▸ **TASK REQUIREMENTS**
In how many lines of the records does "above" appear? Answer with one number.

▸ **RECORDS SUPPLIED**
******************************
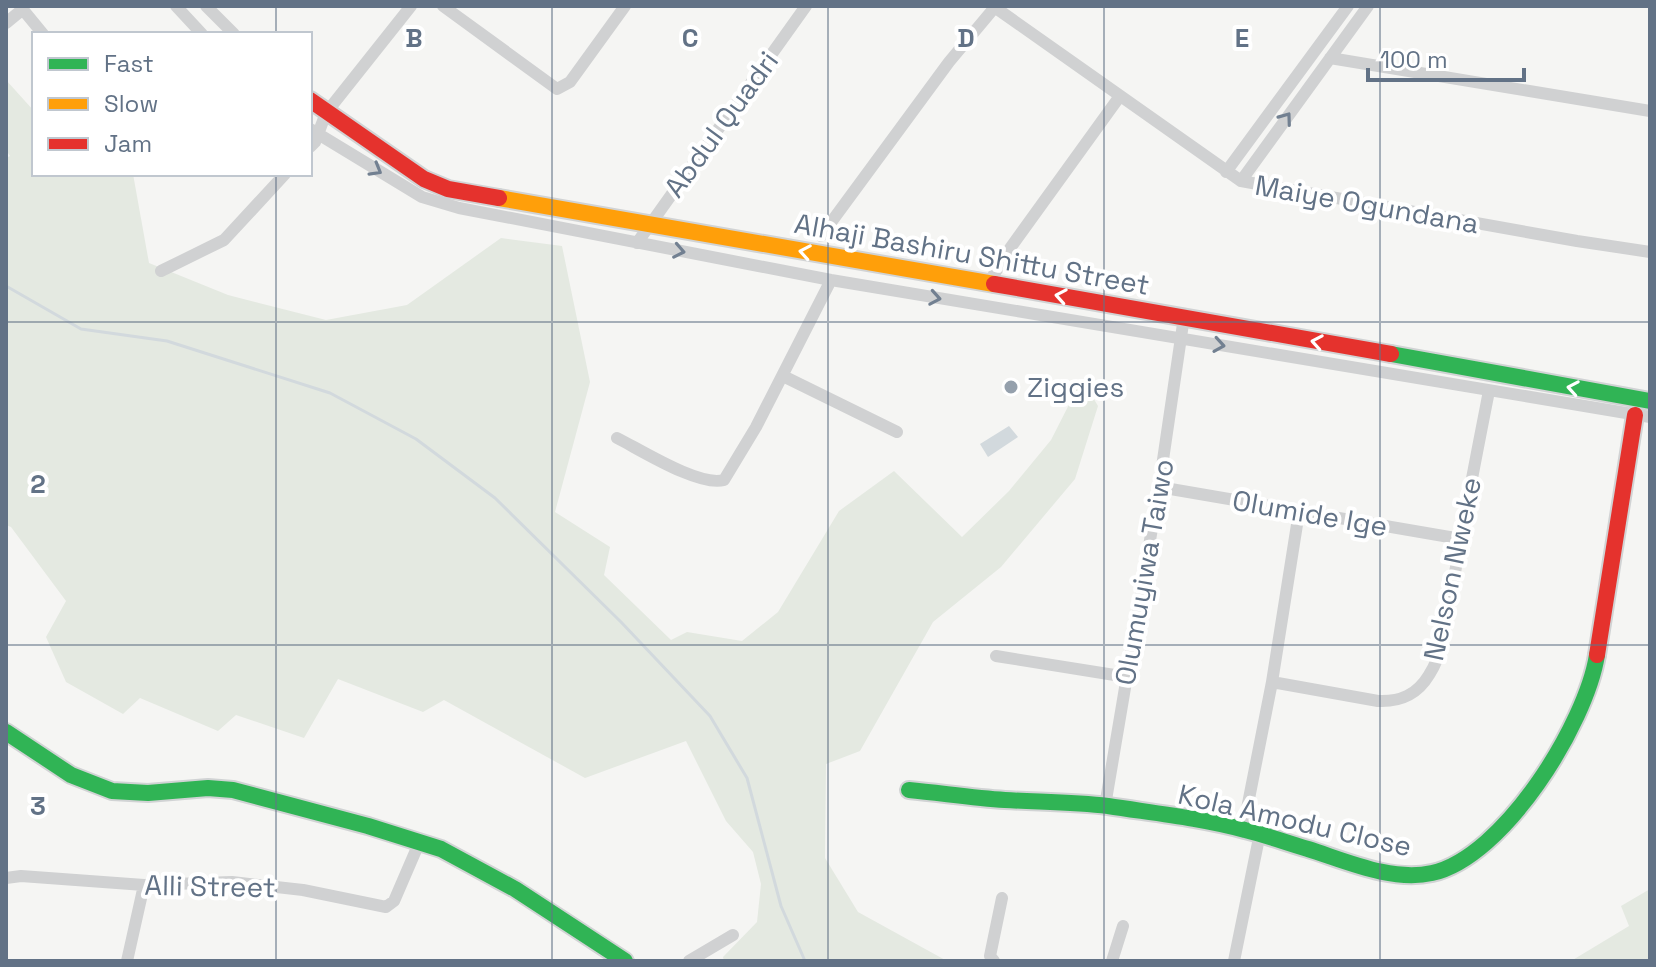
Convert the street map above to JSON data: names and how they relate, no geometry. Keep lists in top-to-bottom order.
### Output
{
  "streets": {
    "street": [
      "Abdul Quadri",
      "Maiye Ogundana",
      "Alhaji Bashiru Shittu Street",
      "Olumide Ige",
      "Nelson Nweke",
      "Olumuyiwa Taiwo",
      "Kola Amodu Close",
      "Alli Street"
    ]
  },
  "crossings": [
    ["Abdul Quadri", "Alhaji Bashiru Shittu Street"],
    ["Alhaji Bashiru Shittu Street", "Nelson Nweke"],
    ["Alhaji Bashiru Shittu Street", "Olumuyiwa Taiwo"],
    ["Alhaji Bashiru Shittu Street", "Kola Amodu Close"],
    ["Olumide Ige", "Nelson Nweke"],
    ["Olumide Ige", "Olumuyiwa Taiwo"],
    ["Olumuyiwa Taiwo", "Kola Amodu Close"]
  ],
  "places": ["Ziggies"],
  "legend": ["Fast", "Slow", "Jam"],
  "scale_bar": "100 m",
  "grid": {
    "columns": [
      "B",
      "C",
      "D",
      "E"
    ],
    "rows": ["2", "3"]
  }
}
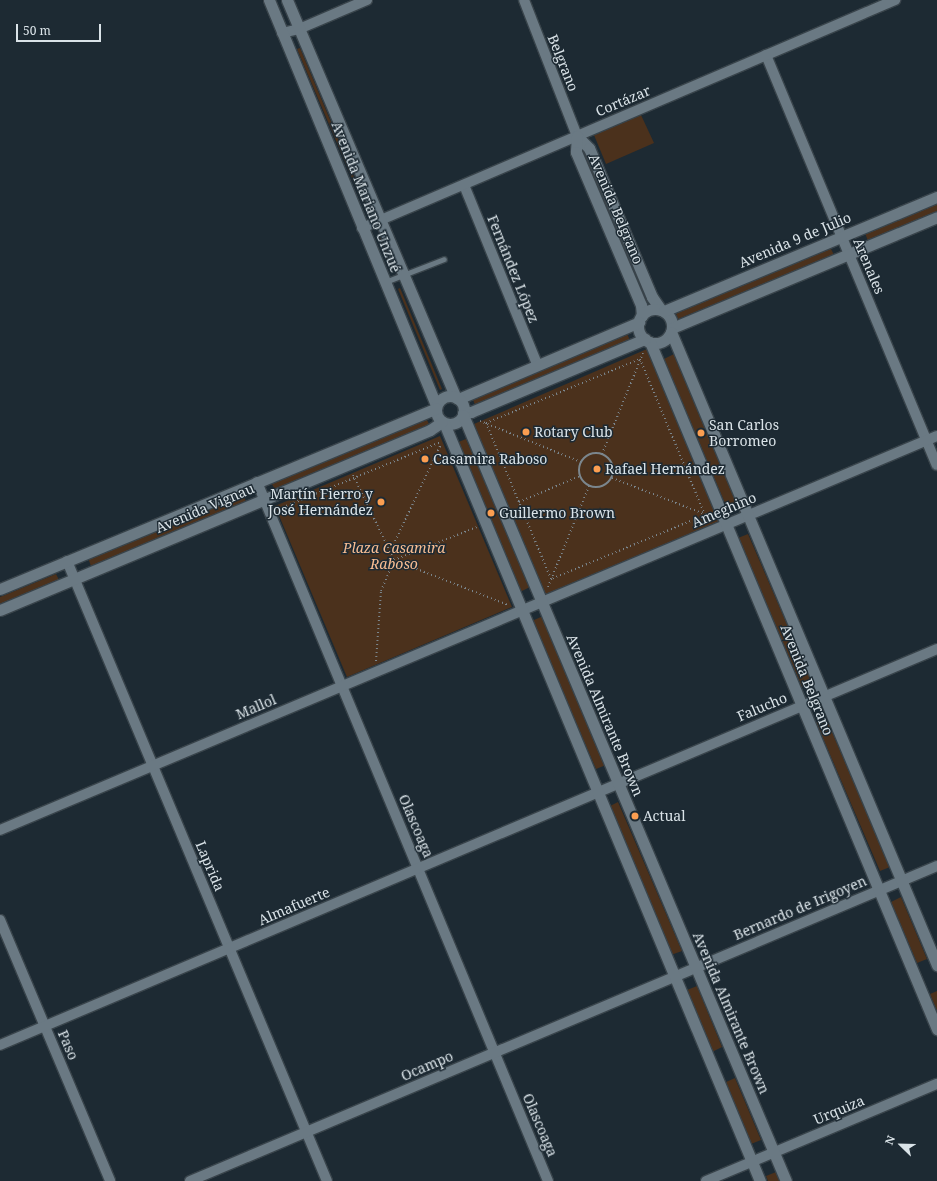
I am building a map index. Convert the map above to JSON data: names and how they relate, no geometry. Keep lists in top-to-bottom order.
******************************
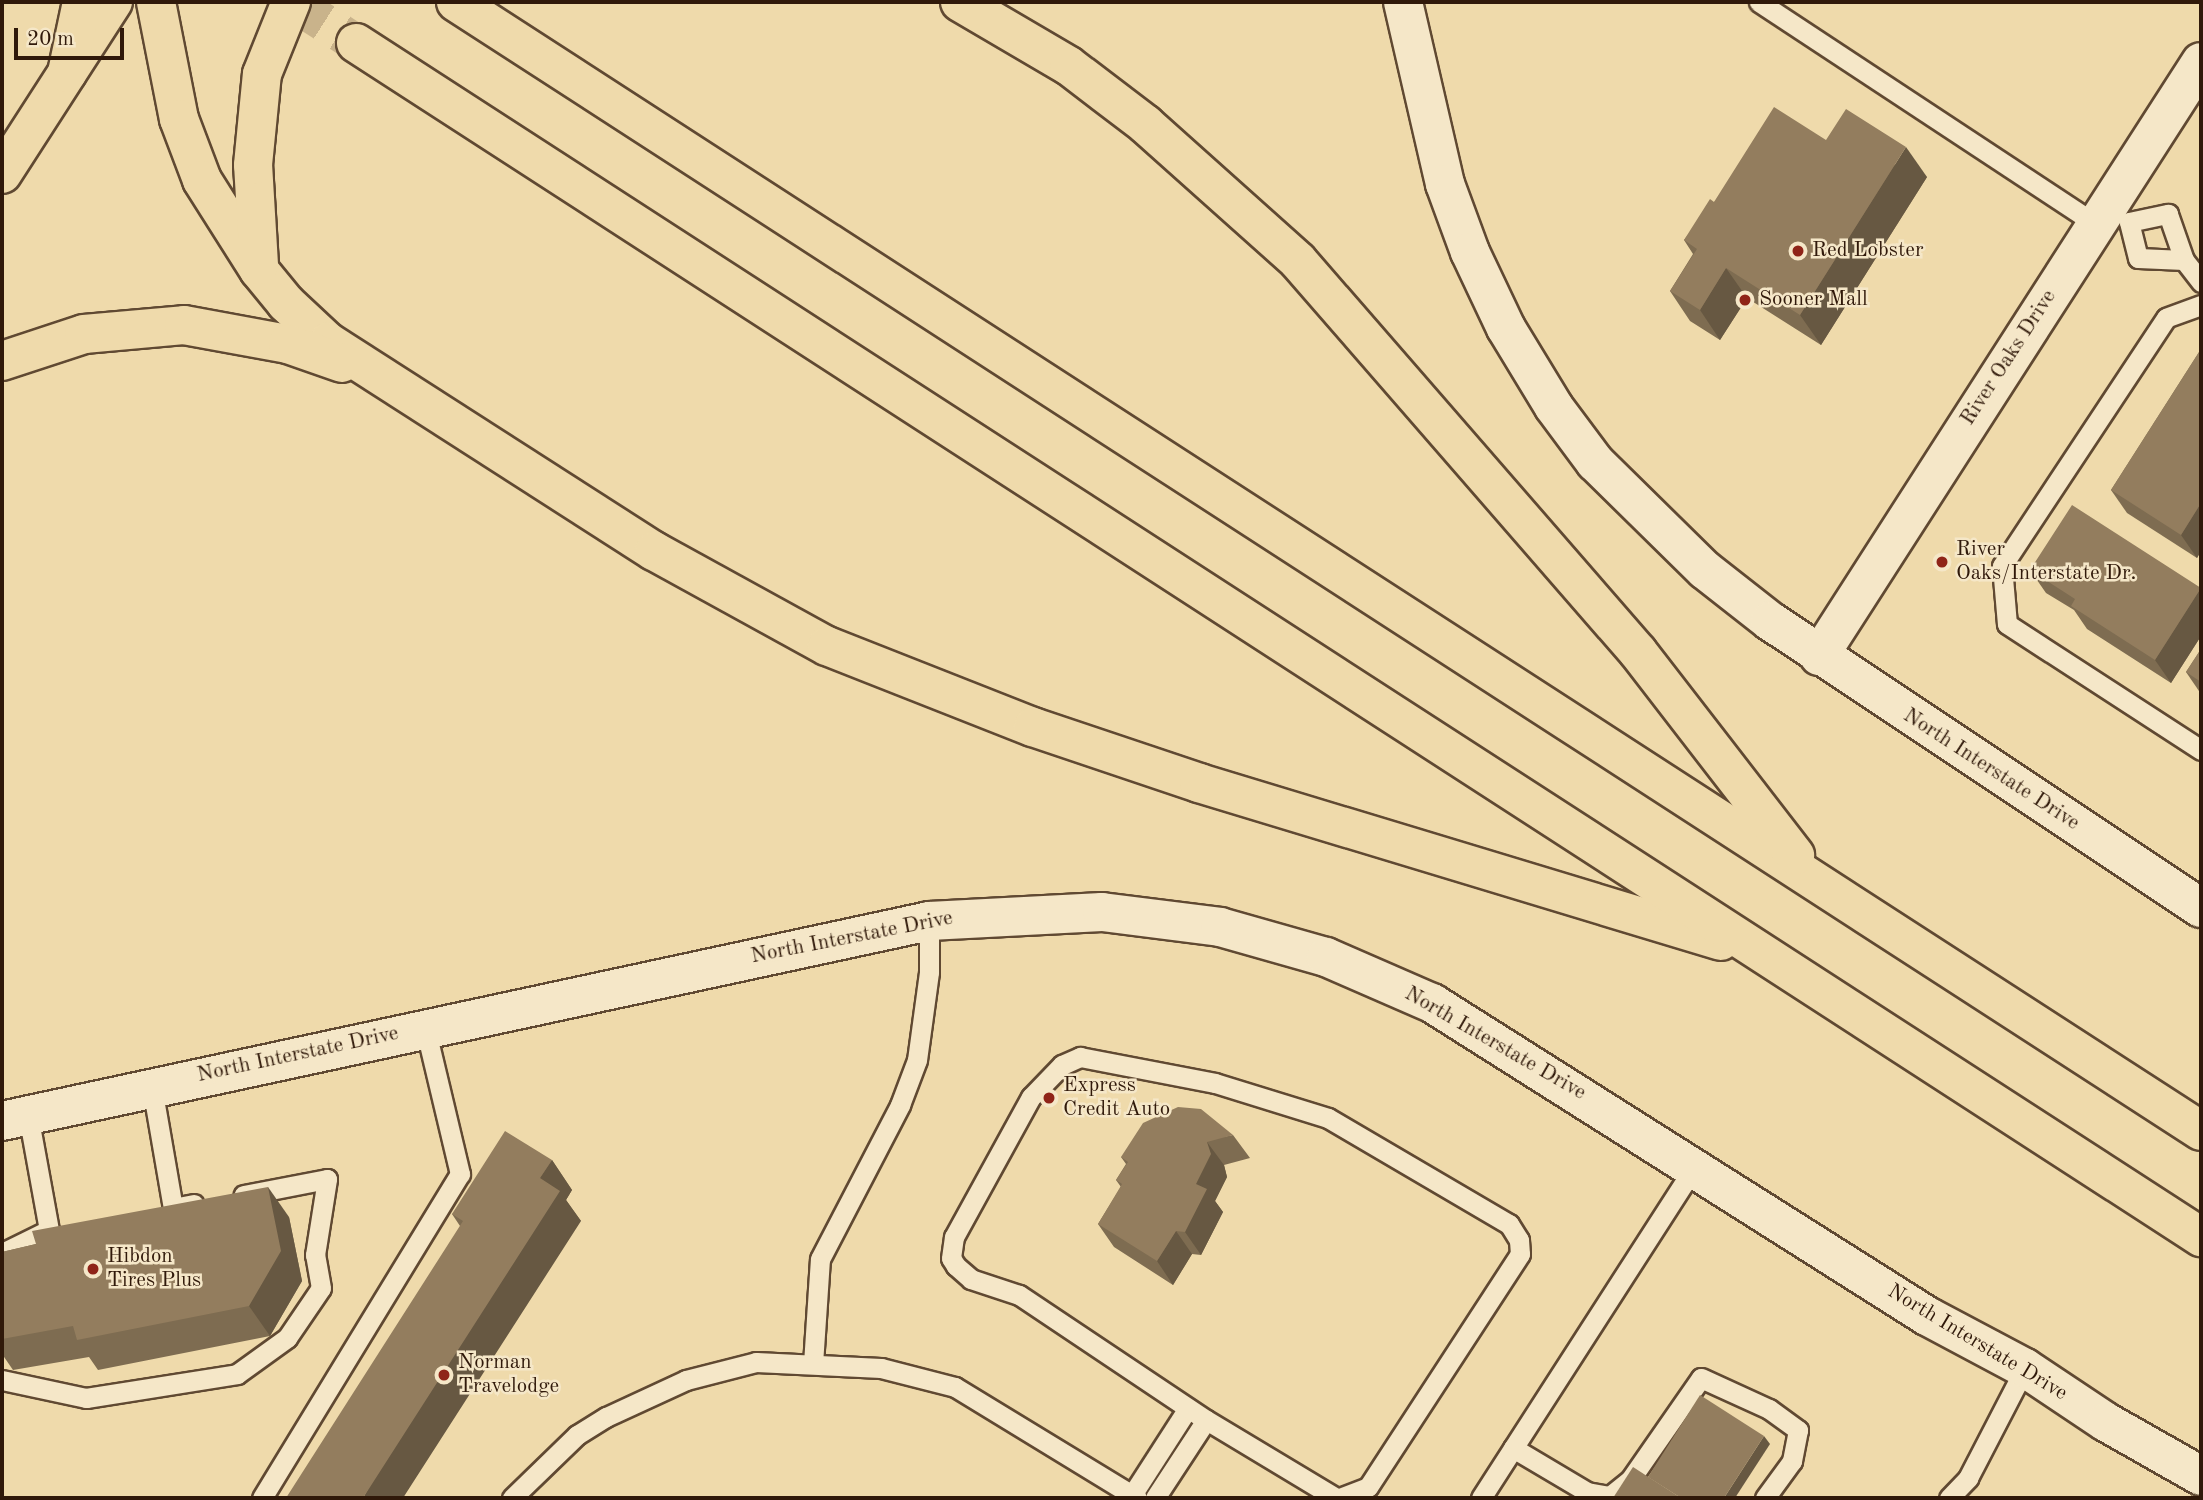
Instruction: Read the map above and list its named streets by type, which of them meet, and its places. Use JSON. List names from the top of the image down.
******************************
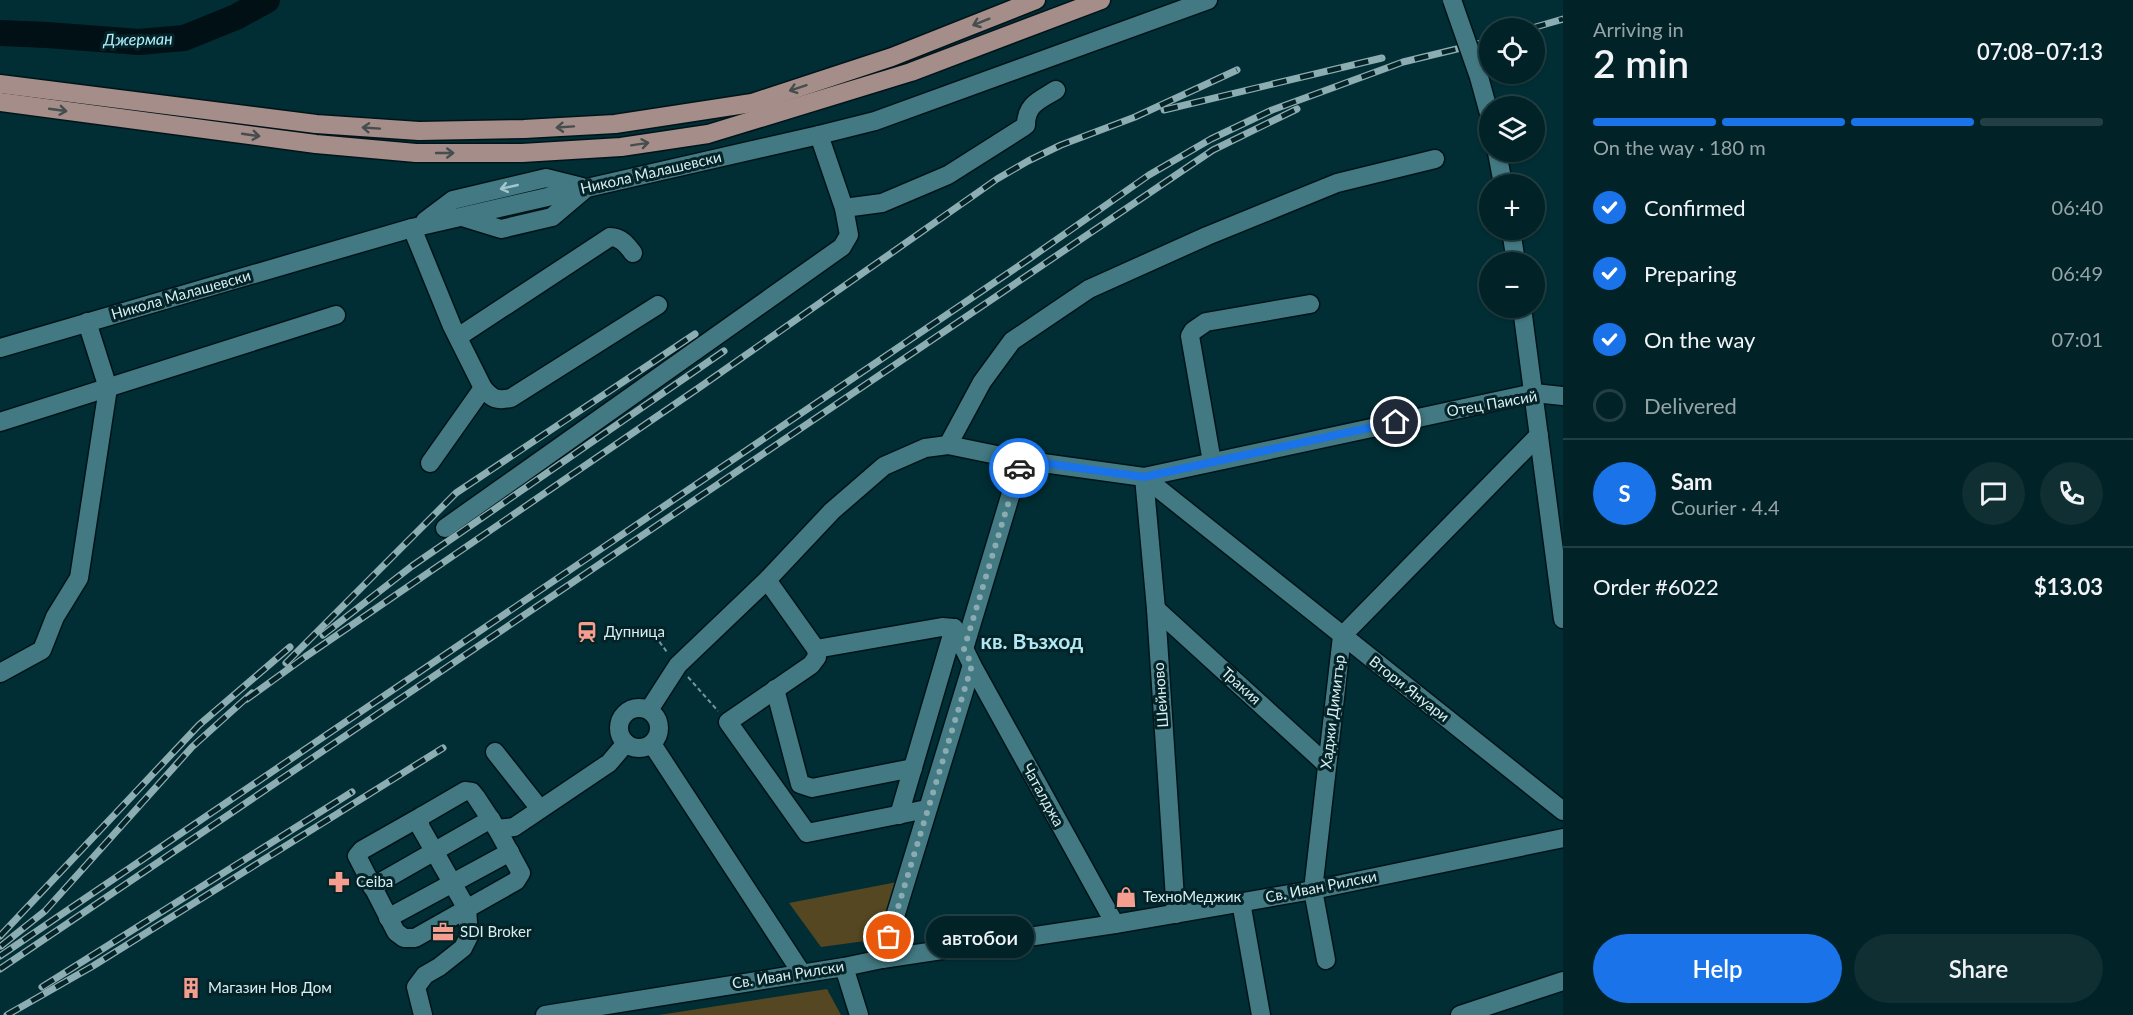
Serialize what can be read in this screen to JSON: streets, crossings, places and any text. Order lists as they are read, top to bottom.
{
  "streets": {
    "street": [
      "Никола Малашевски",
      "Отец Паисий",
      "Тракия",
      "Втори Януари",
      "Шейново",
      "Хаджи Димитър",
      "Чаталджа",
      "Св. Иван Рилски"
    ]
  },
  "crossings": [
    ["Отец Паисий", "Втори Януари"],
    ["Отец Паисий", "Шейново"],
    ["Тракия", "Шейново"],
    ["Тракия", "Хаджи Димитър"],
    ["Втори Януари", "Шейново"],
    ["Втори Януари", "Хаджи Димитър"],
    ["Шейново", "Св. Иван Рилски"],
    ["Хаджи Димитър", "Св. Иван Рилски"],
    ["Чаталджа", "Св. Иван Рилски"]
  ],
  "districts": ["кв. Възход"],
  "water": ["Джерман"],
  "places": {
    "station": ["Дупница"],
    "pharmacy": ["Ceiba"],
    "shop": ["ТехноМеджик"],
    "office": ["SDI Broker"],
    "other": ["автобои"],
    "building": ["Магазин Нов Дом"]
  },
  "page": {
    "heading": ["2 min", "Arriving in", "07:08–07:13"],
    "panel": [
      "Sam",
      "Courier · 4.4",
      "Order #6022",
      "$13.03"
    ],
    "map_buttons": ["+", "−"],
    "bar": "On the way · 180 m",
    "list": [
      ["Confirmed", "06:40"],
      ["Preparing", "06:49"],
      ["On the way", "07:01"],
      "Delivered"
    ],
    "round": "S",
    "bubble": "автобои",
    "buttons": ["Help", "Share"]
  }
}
******************************
▸ **RESULT OF THIS EXERCISE**
3